__WHAT YOU NEED TO DO__. Working through the entries below, find how many lines include "translate", then write only that number.

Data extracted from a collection
§

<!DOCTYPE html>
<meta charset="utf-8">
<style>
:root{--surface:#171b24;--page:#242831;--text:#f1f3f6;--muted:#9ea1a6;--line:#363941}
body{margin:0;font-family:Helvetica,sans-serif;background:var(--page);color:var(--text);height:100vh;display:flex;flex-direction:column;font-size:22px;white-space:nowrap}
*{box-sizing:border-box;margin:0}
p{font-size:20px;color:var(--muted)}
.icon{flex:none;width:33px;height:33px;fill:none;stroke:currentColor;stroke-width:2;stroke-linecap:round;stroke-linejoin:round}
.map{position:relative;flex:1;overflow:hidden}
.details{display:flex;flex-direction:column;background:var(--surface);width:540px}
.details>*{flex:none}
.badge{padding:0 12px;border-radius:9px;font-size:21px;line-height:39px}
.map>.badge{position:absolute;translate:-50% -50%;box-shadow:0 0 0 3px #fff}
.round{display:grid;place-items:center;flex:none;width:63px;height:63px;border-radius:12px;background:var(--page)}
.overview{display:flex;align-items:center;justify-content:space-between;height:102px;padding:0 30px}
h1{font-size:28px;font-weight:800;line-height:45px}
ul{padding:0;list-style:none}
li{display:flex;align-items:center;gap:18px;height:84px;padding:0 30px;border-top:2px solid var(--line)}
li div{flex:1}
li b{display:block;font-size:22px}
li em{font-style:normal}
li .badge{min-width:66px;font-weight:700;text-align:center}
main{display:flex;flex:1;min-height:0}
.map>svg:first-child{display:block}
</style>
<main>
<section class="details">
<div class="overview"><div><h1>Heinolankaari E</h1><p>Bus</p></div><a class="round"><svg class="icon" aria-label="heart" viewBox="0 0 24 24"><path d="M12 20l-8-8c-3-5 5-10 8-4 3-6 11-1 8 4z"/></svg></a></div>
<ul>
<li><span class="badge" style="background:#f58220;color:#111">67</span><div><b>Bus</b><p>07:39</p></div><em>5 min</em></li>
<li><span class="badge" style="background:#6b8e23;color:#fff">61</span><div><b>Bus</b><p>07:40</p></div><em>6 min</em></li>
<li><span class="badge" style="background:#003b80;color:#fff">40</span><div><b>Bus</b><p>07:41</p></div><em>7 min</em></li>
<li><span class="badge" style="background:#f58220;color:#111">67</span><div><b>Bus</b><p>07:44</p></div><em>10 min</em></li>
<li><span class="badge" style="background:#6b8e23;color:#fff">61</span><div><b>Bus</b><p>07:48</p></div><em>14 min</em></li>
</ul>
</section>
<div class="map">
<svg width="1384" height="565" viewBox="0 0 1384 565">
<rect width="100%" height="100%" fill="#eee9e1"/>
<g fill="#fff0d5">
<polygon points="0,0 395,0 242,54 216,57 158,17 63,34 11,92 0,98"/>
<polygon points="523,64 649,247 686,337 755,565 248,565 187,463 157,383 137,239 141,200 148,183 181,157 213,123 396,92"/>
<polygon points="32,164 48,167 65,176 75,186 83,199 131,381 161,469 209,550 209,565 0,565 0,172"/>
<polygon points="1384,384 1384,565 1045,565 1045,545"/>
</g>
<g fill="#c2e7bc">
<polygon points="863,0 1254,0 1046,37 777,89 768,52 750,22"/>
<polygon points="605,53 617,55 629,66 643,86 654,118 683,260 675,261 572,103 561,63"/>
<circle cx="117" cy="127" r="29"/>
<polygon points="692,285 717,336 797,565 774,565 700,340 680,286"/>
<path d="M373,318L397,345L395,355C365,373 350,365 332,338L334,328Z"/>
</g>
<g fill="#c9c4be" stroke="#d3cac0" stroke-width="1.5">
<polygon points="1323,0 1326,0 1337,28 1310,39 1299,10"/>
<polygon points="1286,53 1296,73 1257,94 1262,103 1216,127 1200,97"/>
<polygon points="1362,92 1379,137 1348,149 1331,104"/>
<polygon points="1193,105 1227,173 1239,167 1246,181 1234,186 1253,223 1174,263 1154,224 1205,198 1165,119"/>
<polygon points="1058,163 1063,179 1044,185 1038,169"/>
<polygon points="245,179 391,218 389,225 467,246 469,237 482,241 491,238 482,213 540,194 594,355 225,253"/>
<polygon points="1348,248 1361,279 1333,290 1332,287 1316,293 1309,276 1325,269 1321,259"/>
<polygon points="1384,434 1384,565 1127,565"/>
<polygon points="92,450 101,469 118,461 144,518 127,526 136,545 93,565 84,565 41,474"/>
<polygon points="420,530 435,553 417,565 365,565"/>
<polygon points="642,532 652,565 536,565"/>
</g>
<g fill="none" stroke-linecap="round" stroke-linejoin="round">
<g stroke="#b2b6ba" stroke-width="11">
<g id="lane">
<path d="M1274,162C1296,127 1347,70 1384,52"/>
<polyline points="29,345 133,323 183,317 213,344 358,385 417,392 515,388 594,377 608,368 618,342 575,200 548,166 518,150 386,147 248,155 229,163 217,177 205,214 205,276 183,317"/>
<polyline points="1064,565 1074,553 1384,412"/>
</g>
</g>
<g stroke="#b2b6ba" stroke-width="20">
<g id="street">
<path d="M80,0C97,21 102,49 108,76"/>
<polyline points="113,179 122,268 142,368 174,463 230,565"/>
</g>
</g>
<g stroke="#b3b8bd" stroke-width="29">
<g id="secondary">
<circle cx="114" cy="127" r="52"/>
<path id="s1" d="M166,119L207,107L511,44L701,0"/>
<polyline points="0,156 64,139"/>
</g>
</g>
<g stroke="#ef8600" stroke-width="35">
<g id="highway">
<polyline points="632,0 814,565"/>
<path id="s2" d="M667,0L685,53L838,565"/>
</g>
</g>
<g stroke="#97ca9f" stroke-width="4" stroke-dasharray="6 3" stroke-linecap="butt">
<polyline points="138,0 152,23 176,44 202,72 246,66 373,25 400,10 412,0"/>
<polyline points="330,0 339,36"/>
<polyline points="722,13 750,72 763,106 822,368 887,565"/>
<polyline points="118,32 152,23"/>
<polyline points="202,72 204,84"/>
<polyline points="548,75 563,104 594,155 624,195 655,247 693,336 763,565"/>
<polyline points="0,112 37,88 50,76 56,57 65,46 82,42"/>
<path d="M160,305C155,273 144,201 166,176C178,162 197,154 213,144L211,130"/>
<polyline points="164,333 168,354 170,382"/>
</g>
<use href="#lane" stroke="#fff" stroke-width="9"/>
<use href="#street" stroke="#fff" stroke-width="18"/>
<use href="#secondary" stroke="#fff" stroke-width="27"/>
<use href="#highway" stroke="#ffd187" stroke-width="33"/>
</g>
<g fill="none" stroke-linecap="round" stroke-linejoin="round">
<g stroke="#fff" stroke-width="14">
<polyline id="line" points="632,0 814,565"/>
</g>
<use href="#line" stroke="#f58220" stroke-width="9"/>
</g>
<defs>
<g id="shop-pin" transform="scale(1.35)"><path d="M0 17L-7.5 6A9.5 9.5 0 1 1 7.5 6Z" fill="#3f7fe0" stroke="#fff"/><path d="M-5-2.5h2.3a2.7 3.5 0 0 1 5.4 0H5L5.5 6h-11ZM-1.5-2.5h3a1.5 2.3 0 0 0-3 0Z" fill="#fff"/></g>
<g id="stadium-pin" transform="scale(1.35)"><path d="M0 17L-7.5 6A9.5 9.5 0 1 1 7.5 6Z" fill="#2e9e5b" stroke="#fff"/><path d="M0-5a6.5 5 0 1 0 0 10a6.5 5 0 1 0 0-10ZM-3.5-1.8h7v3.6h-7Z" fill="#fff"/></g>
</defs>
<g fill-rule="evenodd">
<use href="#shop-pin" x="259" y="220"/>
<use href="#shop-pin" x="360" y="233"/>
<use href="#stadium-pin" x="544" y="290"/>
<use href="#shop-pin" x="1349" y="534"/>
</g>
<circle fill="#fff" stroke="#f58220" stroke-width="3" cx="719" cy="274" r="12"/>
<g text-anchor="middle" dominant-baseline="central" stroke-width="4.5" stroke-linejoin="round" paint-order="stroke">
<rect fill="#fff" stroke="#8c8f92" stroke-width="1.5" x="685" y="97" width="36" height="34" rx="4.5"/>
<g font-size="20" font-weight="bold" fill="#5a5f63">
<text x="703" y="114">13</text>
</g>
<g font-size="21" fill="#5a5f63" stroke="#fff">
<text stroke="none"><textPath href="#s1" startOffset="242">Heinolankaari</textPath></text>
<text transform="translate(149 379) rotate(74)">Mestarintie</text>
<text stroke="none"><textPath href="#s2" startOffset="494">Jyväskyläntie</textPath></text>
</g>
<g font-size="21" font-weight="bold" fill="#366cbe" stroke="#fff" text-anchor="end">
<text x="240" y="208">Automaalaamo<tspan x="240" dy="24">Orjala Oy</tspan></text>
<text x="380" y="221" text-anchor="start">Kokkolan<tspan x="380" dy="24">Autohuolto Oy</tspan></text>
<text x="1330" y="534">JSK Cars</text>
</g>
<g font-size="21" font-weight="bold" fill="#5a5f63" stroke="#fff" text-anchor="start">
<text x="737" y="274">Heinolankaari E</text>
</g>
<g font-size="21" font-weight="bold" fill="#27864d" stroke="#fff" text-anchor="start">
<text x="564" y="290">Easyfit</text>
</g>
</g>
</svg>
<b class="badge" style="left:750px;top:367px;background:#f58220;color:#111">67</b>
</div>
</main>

§

__WRITTEN SOLUTION__. 2